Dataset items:
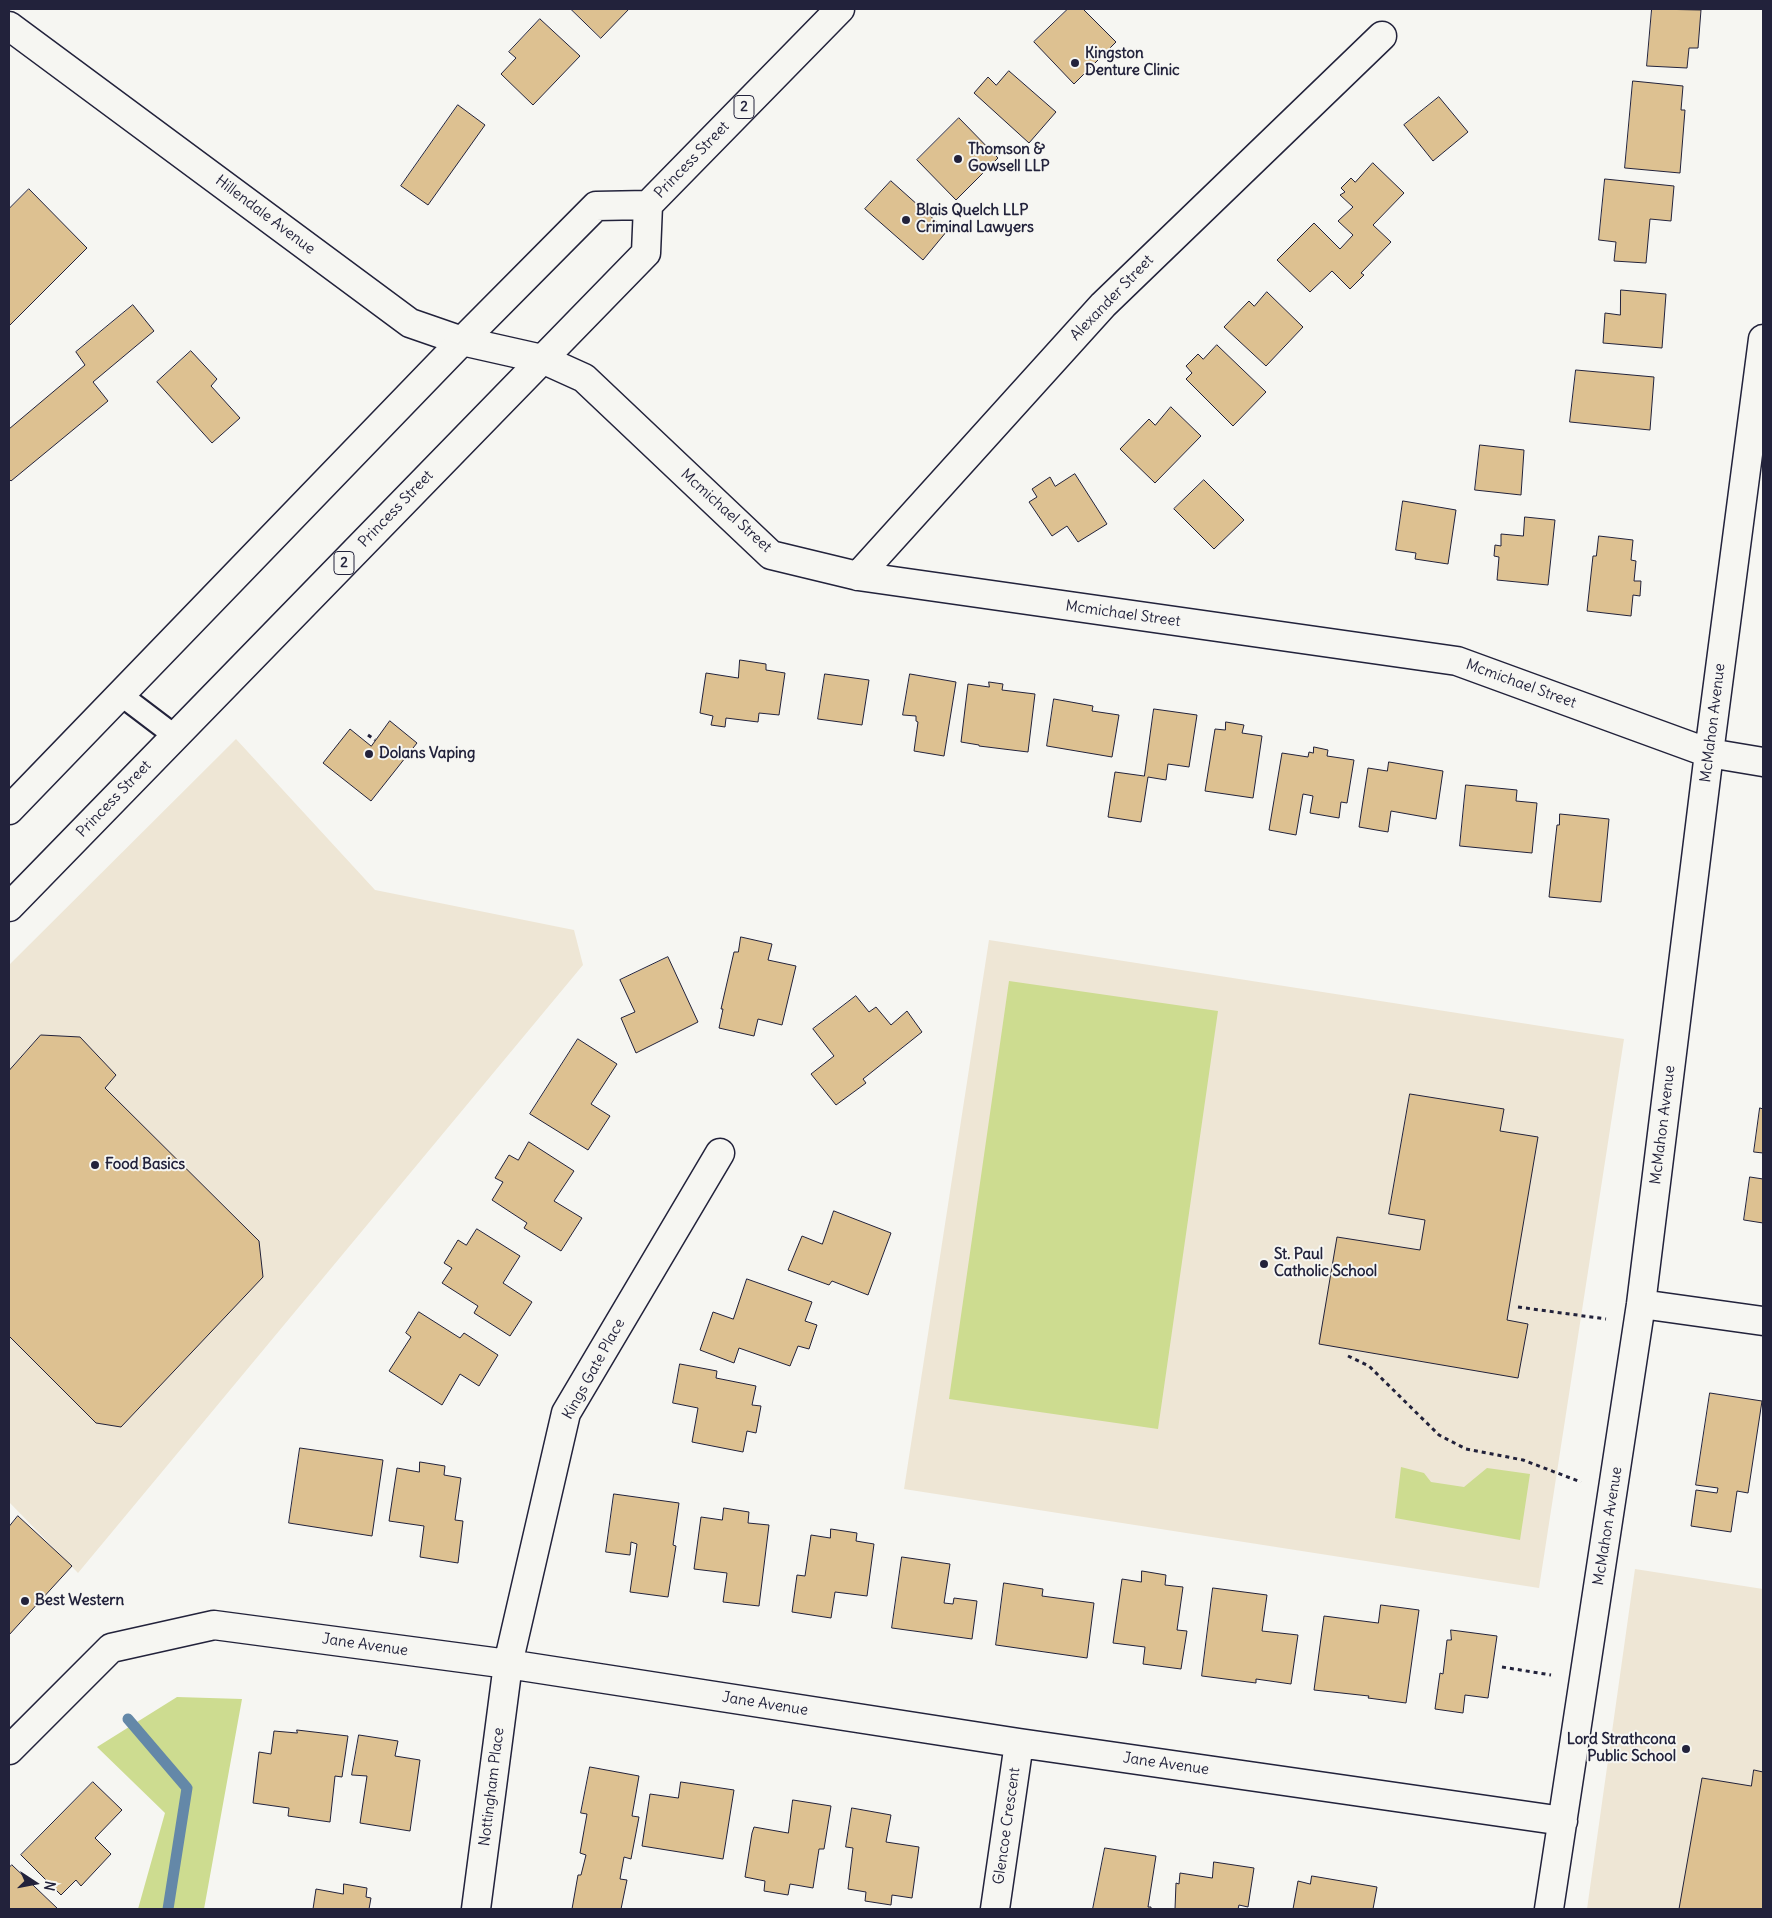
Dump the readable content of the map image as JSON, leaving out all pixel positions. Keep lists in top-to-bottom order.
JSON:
{
  "streets": {
    "street": [
      "2",
      "Princess Street",
      "Hillendale Avenue",
      "Alexander Street",
      "Mcmichael Street",
      "McMahon Avenue",
      "Kings Gate Place",
      "Jane Avenue",
      "Nottingham Place",
      "Glencoe Crescent"
    ]
  },
  "crossings": [
    ["Princess Street", "Hillendale Avenue"],
    ["Princess Street", "Mcmichael Street"],
    ["Hillendale Avenue", "Mcmichael Street"],
    ["Alexander Street", "Mcmichael Street"],
    ["Mcmichael Street", "McMahon Avenue"],
    ["McMahon Avenue", "Jane Avenue"],
    ["Kings Gate Place", "Jane Avenue"],
    ["Kings Gate Place", "Nottingham Place"],
    ["Jane Avenue", "Nottingham Place"],
    ["Jane Avenue", "Glencoe Crescent"]
  ],
  "places": [
    "Kingston Denture Clinic",
    "Thomson & Gowsell LLP",
    "Blais Quelch LLP Criminal Lawyers",
    "Dolans Vaping",
    "Food Basics",
    "St. Paul Catholic School",
    "Best Western",
    "Lord Strathcona Public School"
  ],
  "north": "right"
}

=== ASSIGNMENT ===
Make an exact copy of the records, pictures excluded.

=== EXERCISE ANSWER ===
Dump the readable content of the map image as JSON, leaving out all pixel positions. Keep lists in top-to-bottom order.
JSON:
{
  "streets": {
    "street": [
      "2",
      "Princess Street",
      "Hillendale Avenue",
      "Alexander Street",
      "Mcmichael Street",
      "McMahon Avenue",
      "Kings Gate Place",
      "Jane Avenue",
      "Nottingham Place",
      "Glencoe Crescent"
    ]
  },
  "crossings": [
    ["Princess Street", "Hillendale Avenue"],
    ["Princess Street", "Mcmichael Street"],
    ["Hillendale Avenue", "Mcmichael Street"],
    ["Alexander Street", "Mcmichael Street"],
    ["Mcmichael Street", "McMahon Avenue"],
    ["McMahon Avenue", "Jane Avenue"],
    ["Kings Gate Place", "Jane Avenue"],
    ["Kings Gate Place", "Nottingham Place"],
    ["Jane Avenue", "Nottingham Place"],
    ["Jane Avenue", "Glencoe Crescent"]
  ],
  "places": [
    "Kingston Denture Clinic",
    "Thomson & Gowsell LLP",
    "Blais Quelch LLP Criminal Lawyers",
    "Dolans Vaping",
    "Food Basics",
    "St. Paul Catholic School",
    "Best Western",
    "Lord Strathcona Public School"
  ],
  "north": "right"
}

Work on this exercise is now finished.